RECORDED DATA:
"""
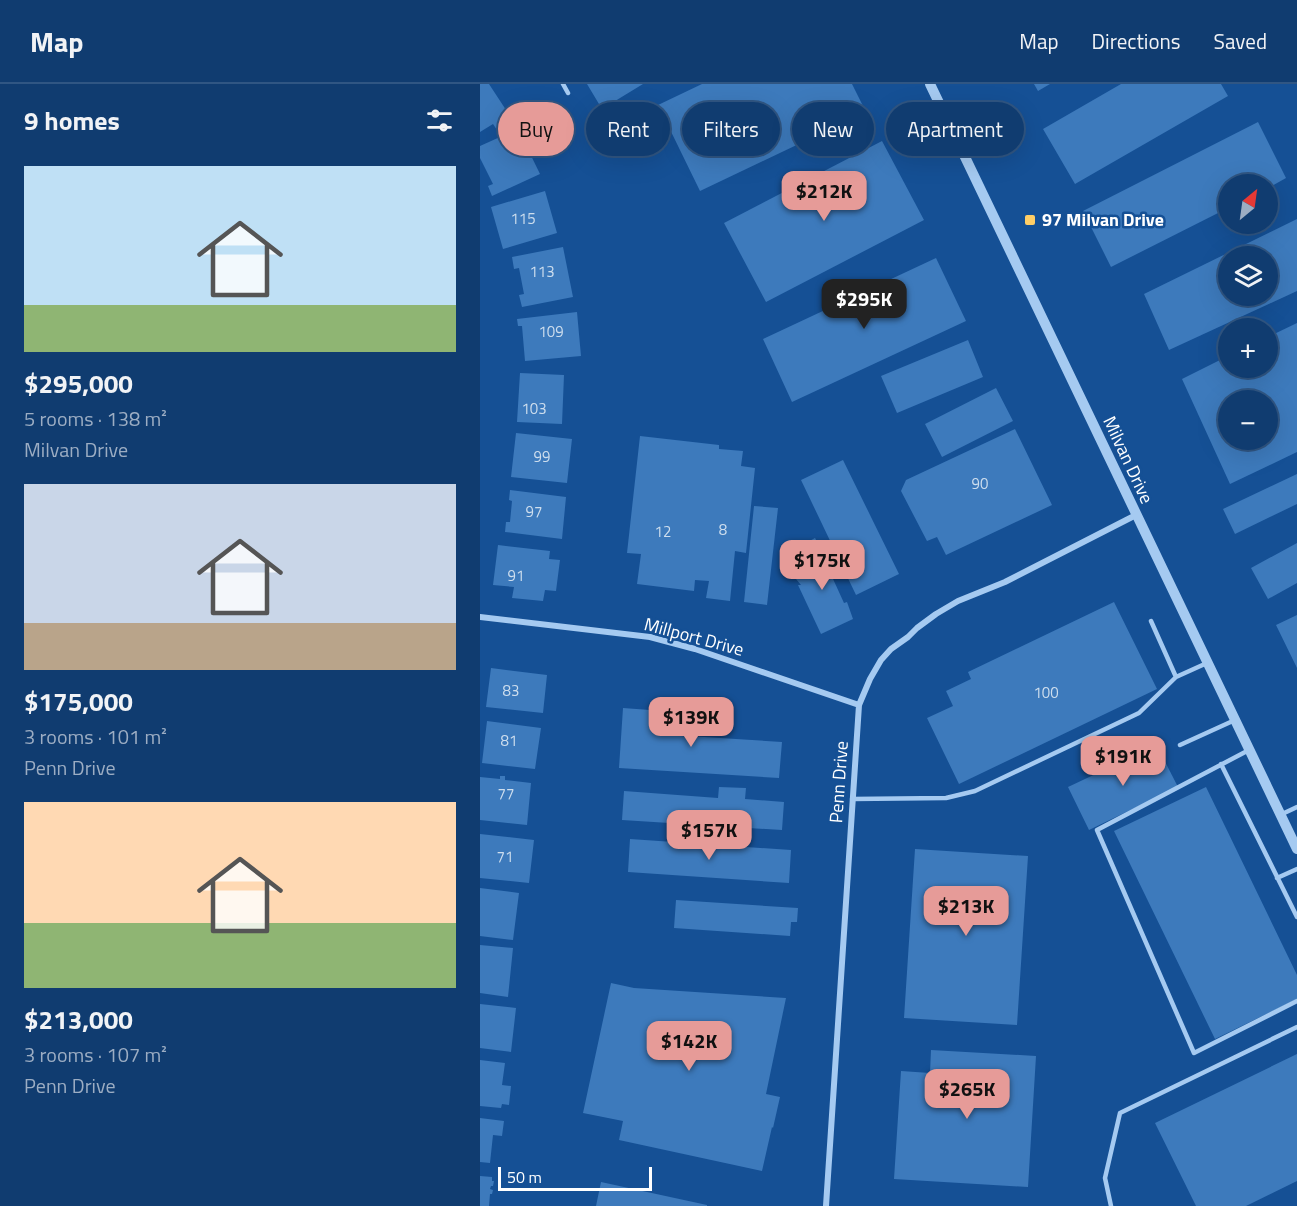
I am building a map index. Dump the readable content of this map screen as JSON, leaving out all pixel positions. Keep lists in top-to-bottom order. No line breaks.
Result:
{"streets":{"street":["Milvan Drive","Millport Drive","Penn Drive"]},"crossings":[["Milvan Drive","Penn Drive"],["Millport Drive","Penn Drive"]],"places":{"transit":["97 Milvan Drive"]},"house_numbers":["115","113","109","103","99","90","97","8","12","91","83","100","81","77","71"],"scale_bar":"50 m","north":"top right","page":{"header":"Map","nav":["Map","Directions","Saved"],"heading":"9 homes","chip":["Buy","Rent","Filters","New","Apartment"],"list":[{"name":"$295,000","note":"5 rooms · 138 m² · Milvan Drive"},{"name":"$175,000","note":"3 rooms · 101 m² · Penn Drive"},{"name":"$213,000","note":"3 rooms · 107 m² · Penn Drive"}],"price":["$212K","$295K","$175K","$139K","$191K","$157K","$213K","$142K","$265K"],"map_buttons":["+","−"],"scale":"50 m"}}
"""
EXERCISE REQUIREMENTS:
Write out the material above precisely, leaving each picture behind.

RESPONSE TO THIS TASK:
I am building a map index. Dump the readable content of this map screen as JSON, leaving out all pixel positions. Keep lists in top-to-bottom order. No line breaks.
Result:
{"streets":{"street":["Milvan Drive","Millport Drive","Penn Drive"]},"crossings":[["Milvan Drive","Penn Drive"],["Millport Drive","Penn Drive"]],"places":{"transit":["97 Milvan Drive"]},"house_numbers":["115","113","109","103","99","90","97","8","12","91","83","100","81","77","71"],"scale_bar":"50 m","north":"top right","page":{"header":"Map","nav":["Map","Directions","Saved"],"heading":"9 homes","chip":["Buy","Rent","Filters","New","Apartment"],"list":[{"name":"$295,000","note":"5 rooms · 138 m² · Milvan Drive"},{"name":"$175,000","note":"3 rooms · 101 m² · Penn Drive"},{"name":"$213,000","note":"3 rooms · 107 m² · Penn Drive"}],"price":["$212K","$295K","$175K","$139K","$191K","$157K","$213K","$142K","$265K"],"map_buttons":["+","−"],"scale":"50 m"}}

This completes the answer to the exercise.